Problem details: Which lines of the records contain "Luar"? Collect every one of them.

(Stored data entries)
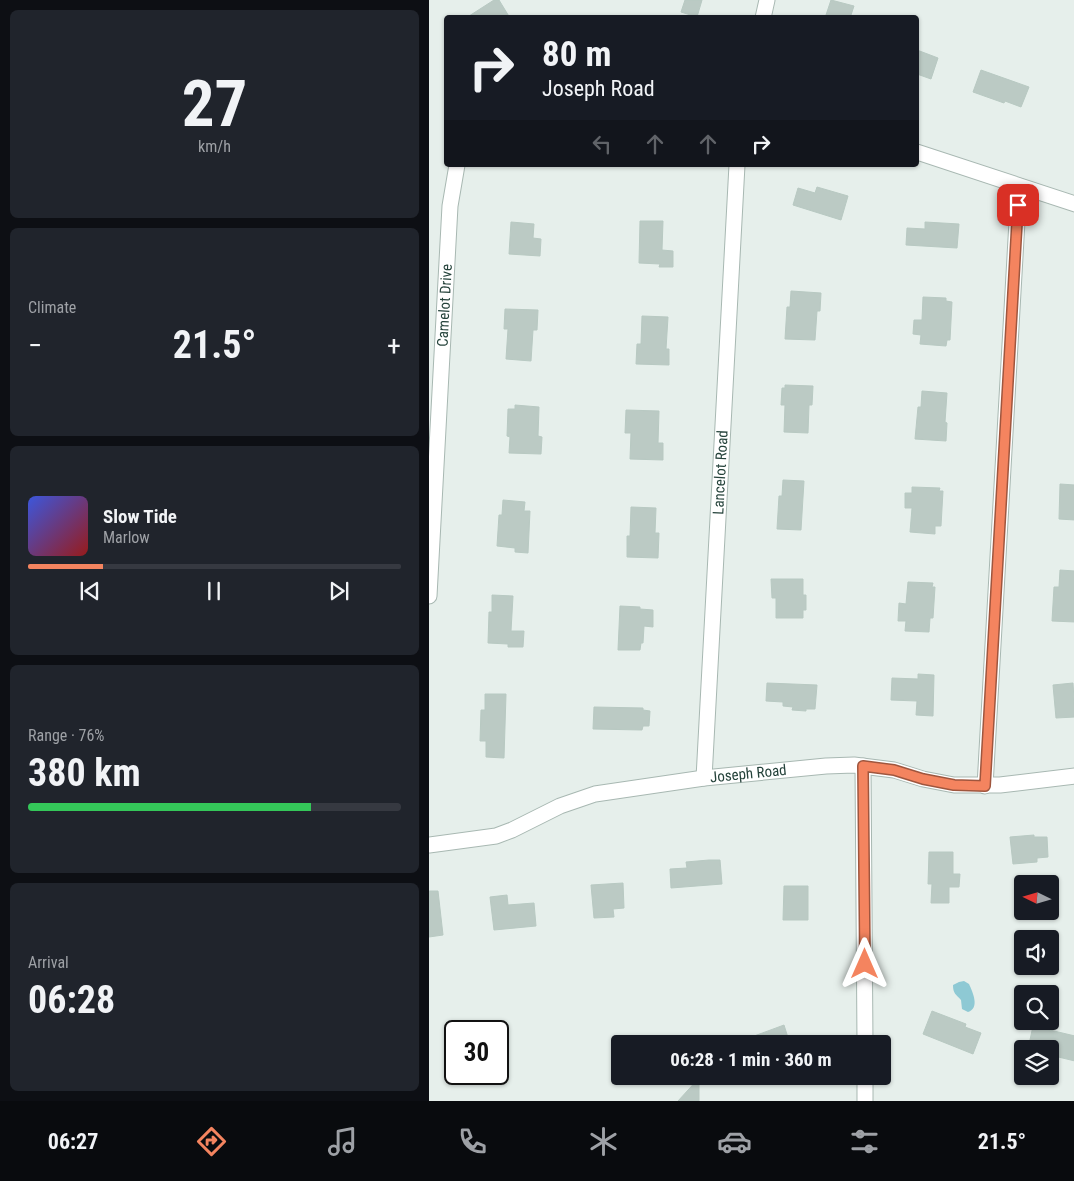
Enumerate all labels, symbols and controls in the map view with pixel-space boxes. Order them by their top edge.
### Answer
text: 80 m [542,34,611,75]
icon: right [459,35,524,100]
text: 27 [182,66,247,142]
text: Joseph Road [542,76,655,101]
icon: left [588,130,616,158]
icon: ahead [641,130,669,158]
icon: ahead [694,130,722,158]
icon: right [747,130,775,158]
text: km/h [198,137,231,156]
pin [997,184,1039,226]
icon: arrive [1004,191,1032,219]
street label: Camelot Drive [433,264,456,347]
text: Climate [28,298,76,317]
text: 21.5° [173,323,256,367]
text: − [28,329,42,362]
text: + [387,329,401,362]
street label: Lancelot Road [709,430,732,515]
text: Slow Tide [103,505,177,528]
text: Marlow [103,528,150,547]
icon: previous [76,577,104,605]
icon: pause [200,577,228,605]
icon: next [325,577,353,605]
text: Range · 76% [28,726,104,745]
text: 380 km [28,751,141,795]
street label: Joseph Road [709,761,787,786]
north arrow [1014,875,1059,920]
map controls [1014,875,1059,1085]
button: sound [1014,930,1059,975]
position arrow [838,937,890,989]
text: Arrival [28,953,69,972]
text: 06:28 [28,978,115,1022]
button: search [1014,985,1059,1030]
speed limit sign: 30 [444,1020,509,1085]
button: layers [1014,1040,1059,1085]
text: 06:28 · 1 min · 360 m [670,1048,832,1071]
icon: directions [194,1124,229,1159]
icon: music [325,1124,360,1159]
icon: phone [455,1124,490,1159]
icon: climate [586,1124,621,1159]
icon: car [717,1124,752,1159]
icon: filters [847,1124,882,1159]
text: 06:27 [48,1129,98,1154]
text: 21.5° [978,1129,1026,1154]

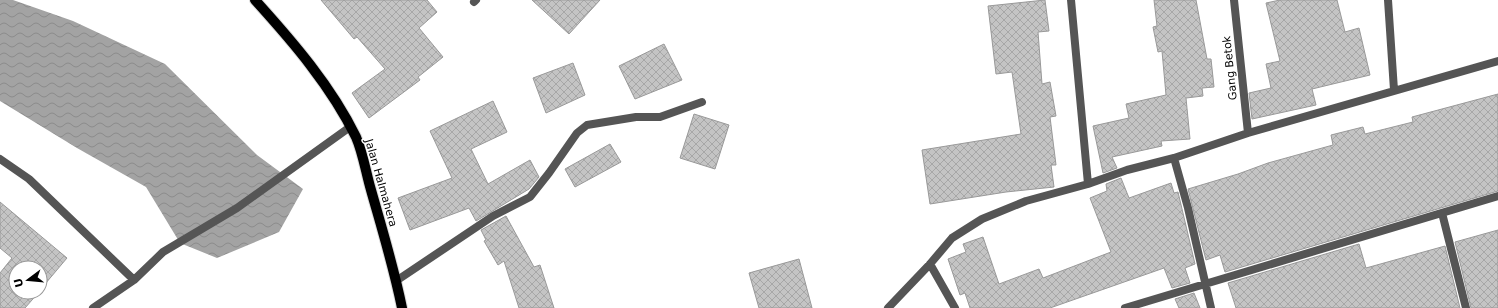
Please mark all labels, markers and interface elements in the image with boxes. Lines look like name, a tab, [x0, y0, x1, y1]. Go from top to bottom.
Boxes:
street label: Gang Betok	[1220, 35, 1240, 101]
street label: Jalan Halmahera	[362, 137, 400, 228]
north arrow	[8, 260, 48, 300]
text: U	[11, 277, 26, 289]

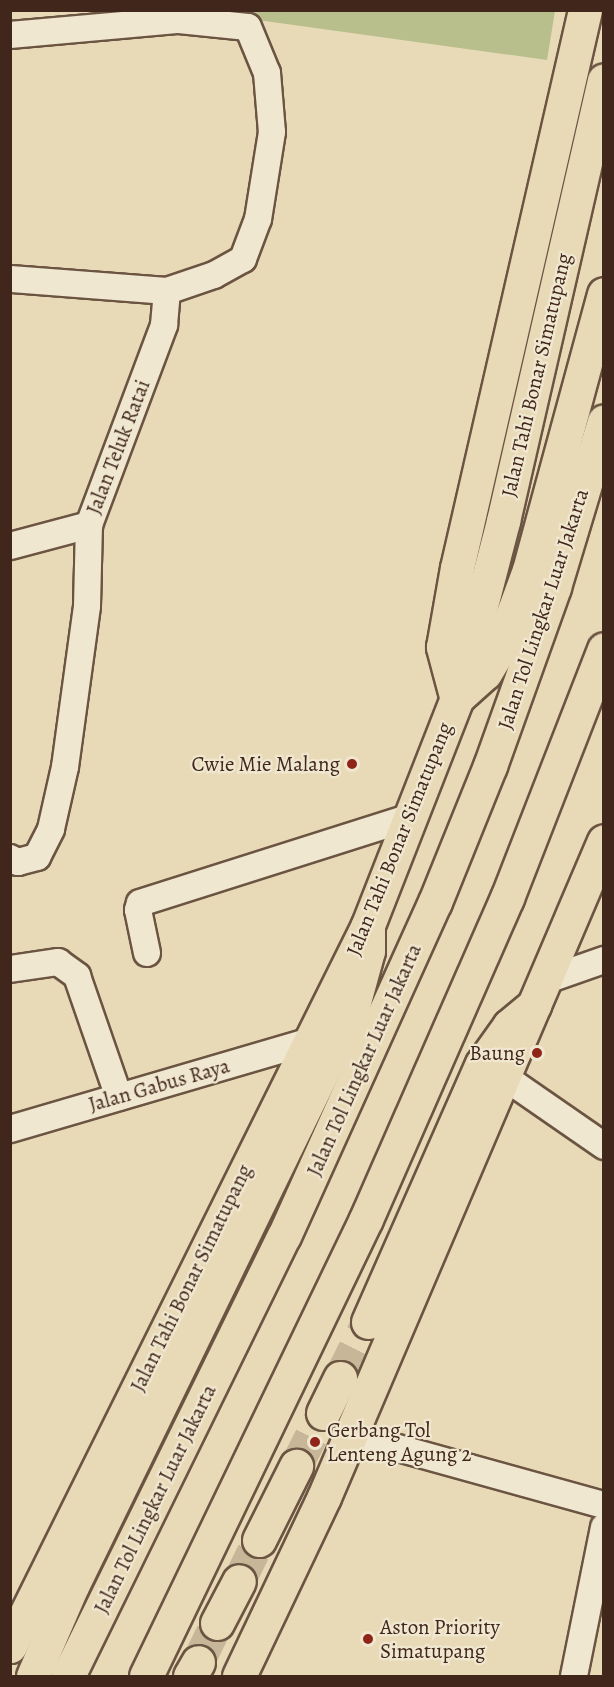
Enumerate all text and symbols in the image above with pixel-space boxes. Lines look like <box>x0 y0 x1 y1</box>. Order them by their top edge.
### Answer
street label: Jalan Tahi Bonar Simatupang <box>496 251 576 499</box>
street label: Jalan Teluk Ratai <box>81 376 155 518</box>
street label: Jalan Tol Lingkar Luar Jakarta <box>492 485 594 733</box>
street label: Jalan Tahi Bonar Simatupang <box>341 719 457 959</box>
place label: Cwie Mie Malang <box>191 751 340 777</box>
marker: Cwie Mie Malang <box>345 757 359 771</box>
street label: Jalan Tol Lingkar Luar Jakarta <box>301 940 427 1180</box>
place label: Baung <box>469 1040 525 1066</box>
marker: Baung <box>530 1046 544 1060</box>
street label: Jalan Gabus Raya <box>86 1053 232 1117</box>
street label: Jalan Tahi Bonar Simatupang <box>125 1160 257 1396</box>
street label: Jalan Tol Lingkar Luar Jakarta <box>89 1380 221 1618</box>
place label: Gerbang Tol Lenteng Agung 2 <box>327 1417 471 1467</box>
marker: Gerbang Tol Lenteng Agung 2 <box>308 1435 322 1449</box>
place label: Aston Priority Simatupang <box>380 1614 500 1664</box>
marker: Aston Priority Simatupang <box>361 1632 375 1646</box>

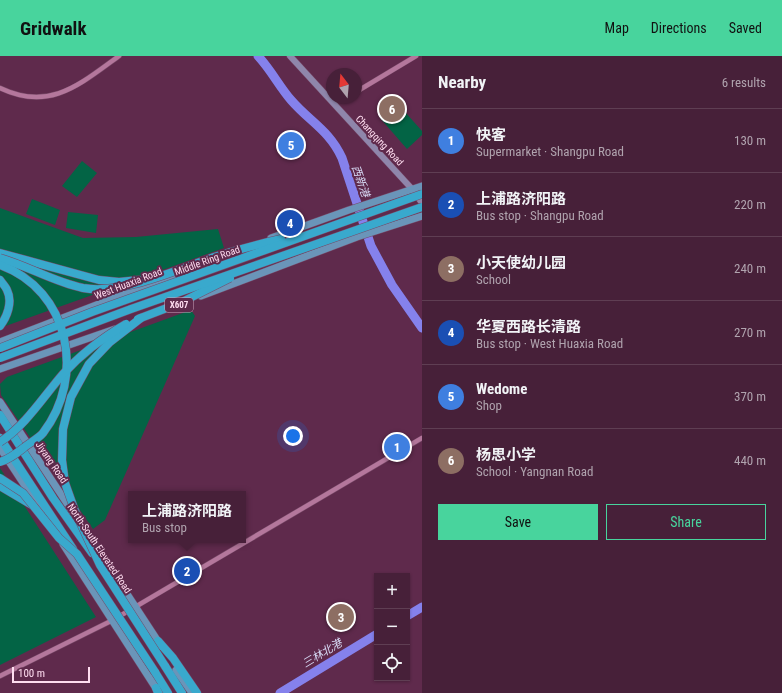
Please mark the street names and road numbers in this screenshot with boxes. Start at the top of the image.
street label: Changqing Road [354,113,406,168]
street label: Middle Ring Road [173,244,241,277]
street label: West Huaxia Road [93,265,164,301]
road number: X607 [165,298,193,312]
street label: Jiyang Road [34,439,70,485]
street label: North-South Elevated Road [65,501,134,595]

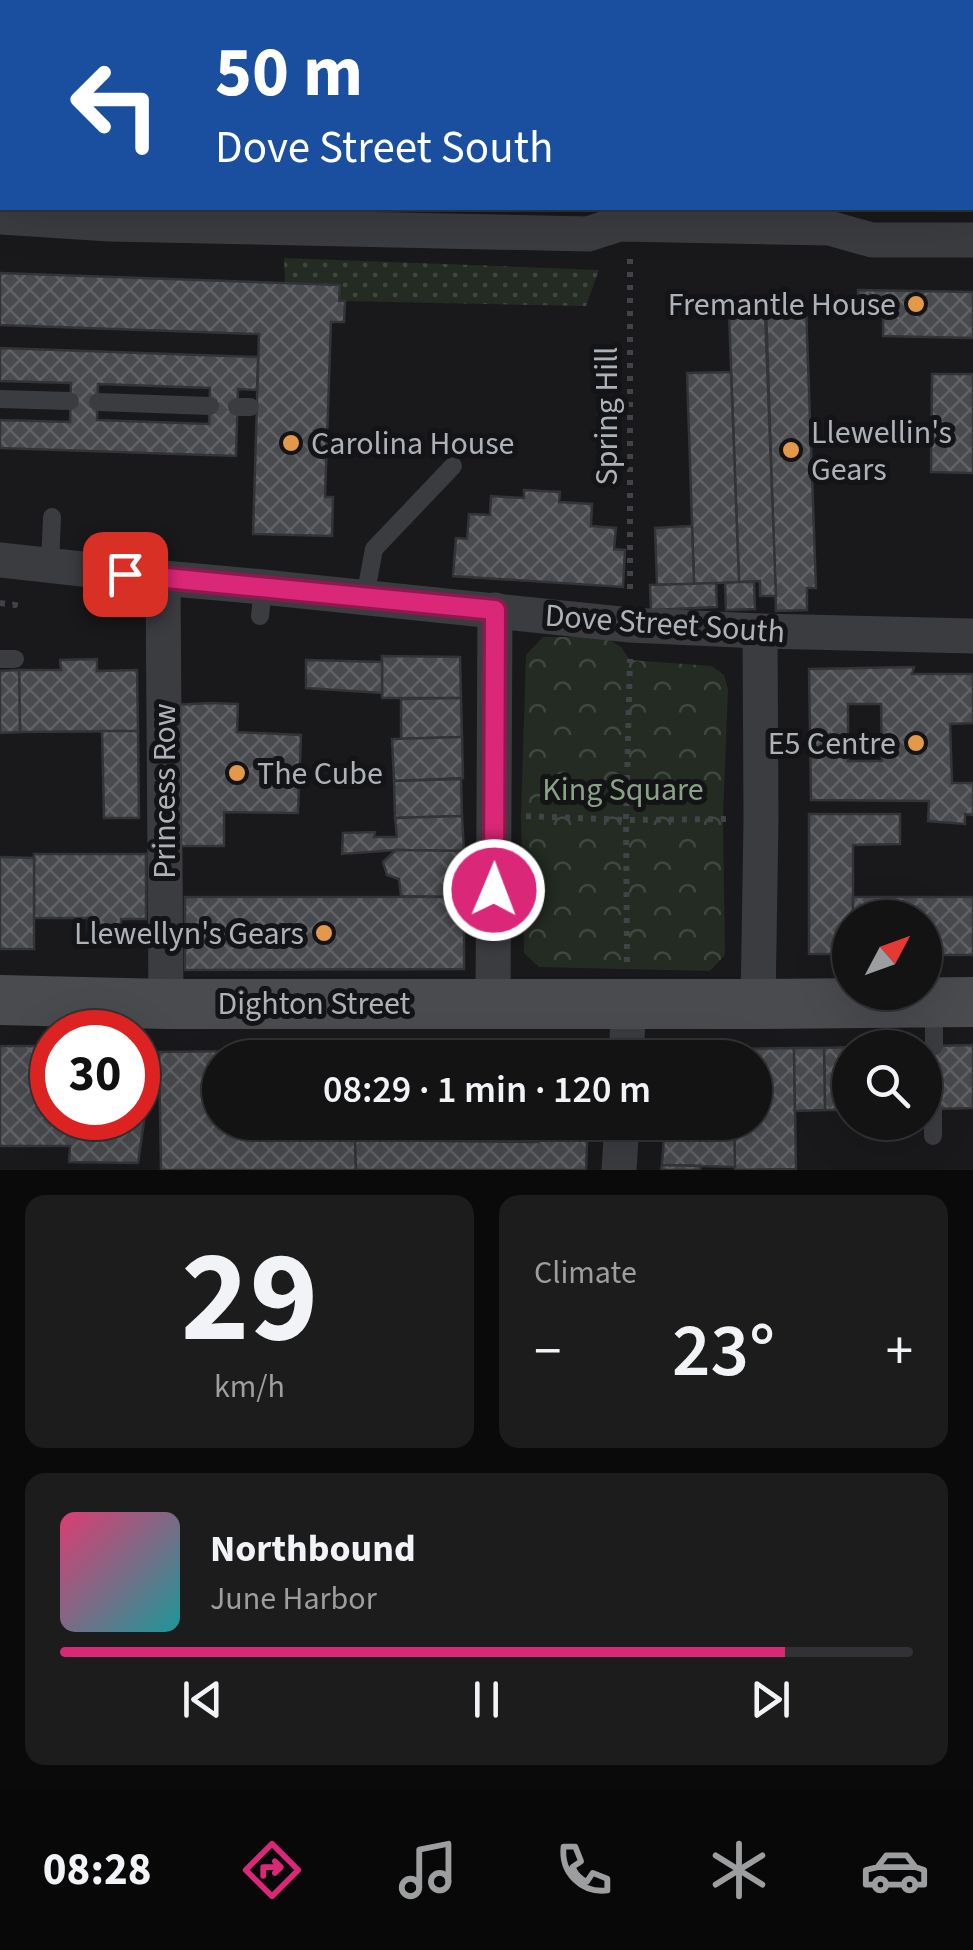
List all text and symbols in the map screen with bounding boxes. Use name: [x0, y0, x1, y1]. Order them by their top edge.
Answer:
text: 50 m: [215, 23, 363, 123]
icon: left: [50, 40, 180, 170]
text: Dove Street South: [215, 116, 553, 180]
place label: Fremantle House: [668, 282, 896, 328]
marker: Fremantle House: [905, 293, 927, 315]
street label: Spring Hill: [584, 347, 630, 485]
place label: Llewellin's Gears: [811, 410, 952, 493]
place label: Carolina House: [311, 421, 515, 467]
marker: Carolina House: [280, 432, 302, 454]
marker: Llewellin's Gears: [780, 439, 802, 461]
pin: [83, 532, 168, 617]
icon: arrive: [98, 547, 153, 602]
street label: Dove Street South: [543, 593, 787, 655]
street label: Princess Row: [142, 703, 188, 879]
place label: E5 Centre: [768, 721, 896, 767]
marker: E5 Centre: [905, 732, 927, 754]
place label: The Cube: [257, 751, 383, 797]
marker: The Cube: [226, 762, 248, 784]
park label: King Square: [542, 767, 704, 813]
position arrow: [442, 838, 546, 942]
north arrow: [832, 900, 942, 1010]
map controls: [832, 900, 942, 1140]
place label: Llewellyn's Gears: [74, 911, 304, 957]
marker: Llewellyn's Gears: [313, 922, 335, 944]
street label: Dighton Street: [218, 981, 411, 1027]
speed limit sign: 30: [30, 1010, 160, 1140]
button: search: [832, 1030, 942, 1140]
text: 08:29 · 1 min · 120 m: [323, 1063, 651, 1117]
text: 29: [181, 1206, 318, 1391]
text: Climate: [534, 1250, 637, 1296]
text: 23°: [672, 1298, 775, 1405]
text: −: [534, 1313, 561, 1391]
text: +: [886, 1313, 913, 1391]
text: km/h: [214, 1364, 285, 1410]
text: Northbound: [210, 1522, 416, 1576]
text: June Harbor: [210, 1576, 377, 1622]
icon: previous: [175, 1672, 230, 1727]
icon: pause: [459, 1672, 514, 1727]
icon: next: [743, 1672, 798, 1727]
icon: directions: [237, 1835, 307, 1905]
icon: music: [393, 1835, 463, 1905]
icon: phone: [549, 1835, 619, 1905]
icon: climate: [704, 1835, 774, 1905]
icon: car: [860, 1835, 930, 1905]
text: 08:28: [43, 1838, 151, 1902]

Task output:
street label: Jalan Tol Lingkar Luar Jakarta <box>492 485 594 733</box>
street label: Jalan Tol Lingkar Luar Jakarta <box>301 940 427 1180</box>
street label: Jalan Tol Lingkar Luar Jakarta <box>89 1380 221 1618</box>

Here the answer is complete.